Advertisement

BURBANK : Group Urges EPA to Halt Lockheed Plan

Share

Fearing that Lockheed Corp.’s controversial plan to clean up contaminated soil with a “vapor extraction system” would endanger their health, a group of Burbank residents asked federal authorities to step in and force the aerospace firm to consider other alternatives.

The Burbank Council PTA, an umbrella group representing the parent-teacher groups at all Burbank public schools, launched a petition drive asking for closer supervision of the cleanup at the site of Lockheed’s former B-1 bomber assembly plant, located near Burbank Airport on Victory Place.

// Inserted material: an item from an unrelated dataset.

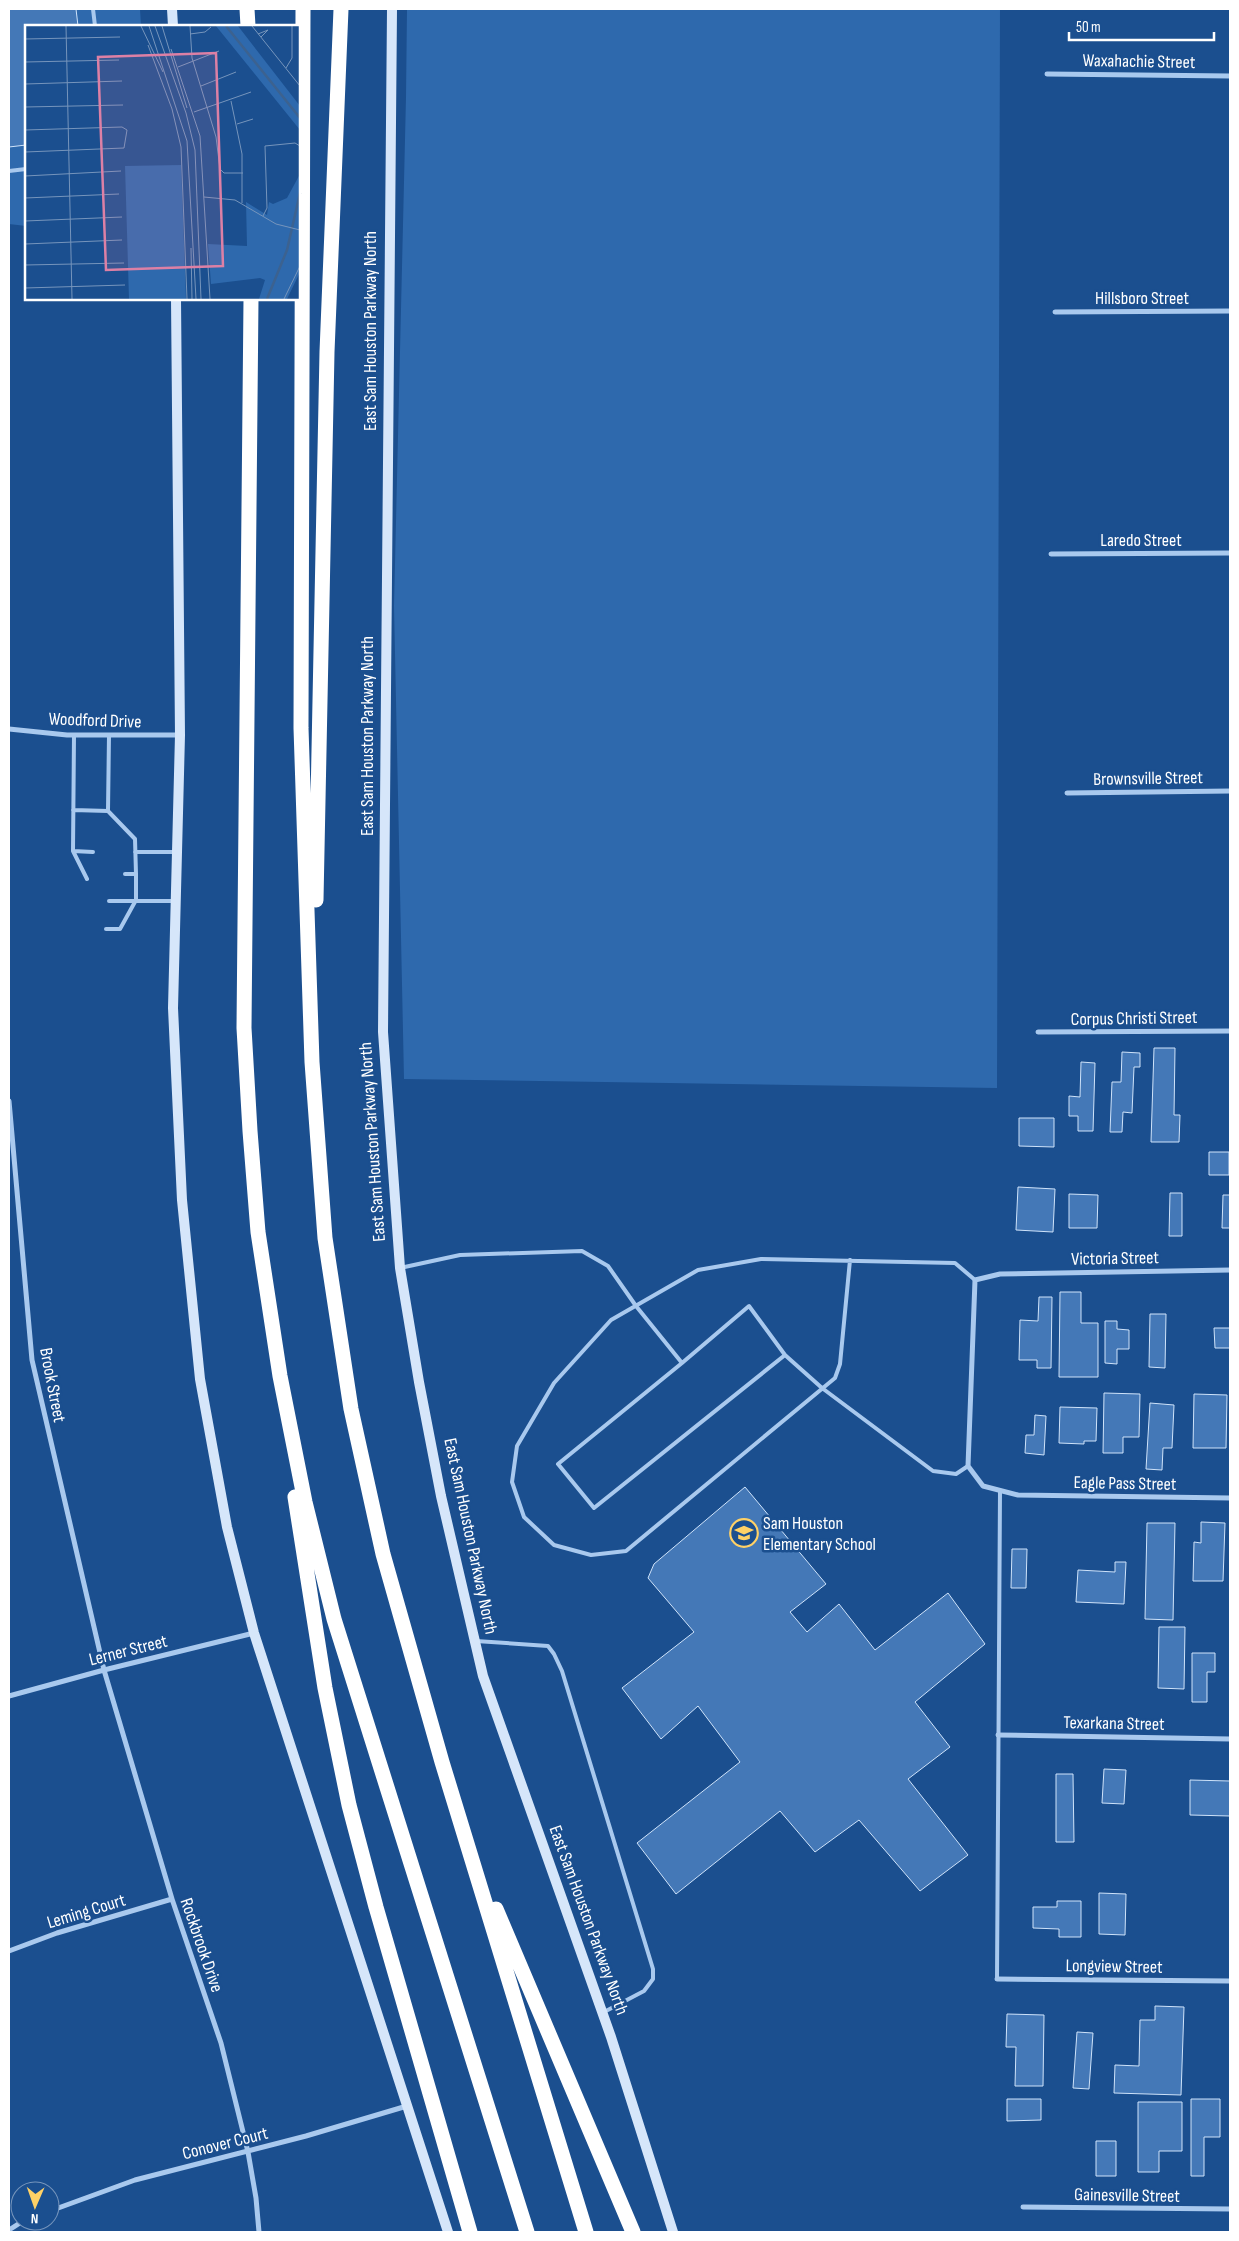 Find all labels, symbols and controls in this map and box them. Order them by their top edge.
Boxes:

Sandy Walker, a PTA officer in charge of the petition drive, said the group wants the Environmental Protection Agency to study the health risks posed not only by the plan that Lockheed has proposed, but by the combined effects of its emissions and existing auto and industrial pollution. The petitioners also want the EPA to require Lockheed to investigate building an enclosed system that releases little or no toxins into the air.

Advertisement

“We are very aware that the soil needs to be cleaned. Our water wells are closed in Burbank because they’re so polluted,” Walker said. “We just think there is a better way of doing it than what’s been proposed.”

Walker said Burbank already has its share of air pollution generated by traffic and industry. Therefore, the EPA’s study of the health risks posed by the project “doesn’t give a clear picture of how dangerous it is.”

Lockheed is under EPA orders to remove contaminants left behind after 63 years of building military aircraft at the site. Among the potentially cancer-causing chemicals found in the soil are carbon tetrachloride and methylene chloride.

Company officials say the vapor-extraction system of wells, pipes and charcoal filters is typically used by gas stations and dry cleaners, and is the most effective way to clean up the 90-acre site. But the plan has drawn a storm of protest from about 350 residents.

David Seter, an EPA official in charge of the Lockheed property cleanup, could not be reached for comment.

Walker said the PTA petitions, which will be circulated for the next few weeks, are meant to show the EPA the level of residents’ concern.

Advertisement

“Hopefully this will get the attention of the federal authorities. We’d like them to take a more active role,” she said.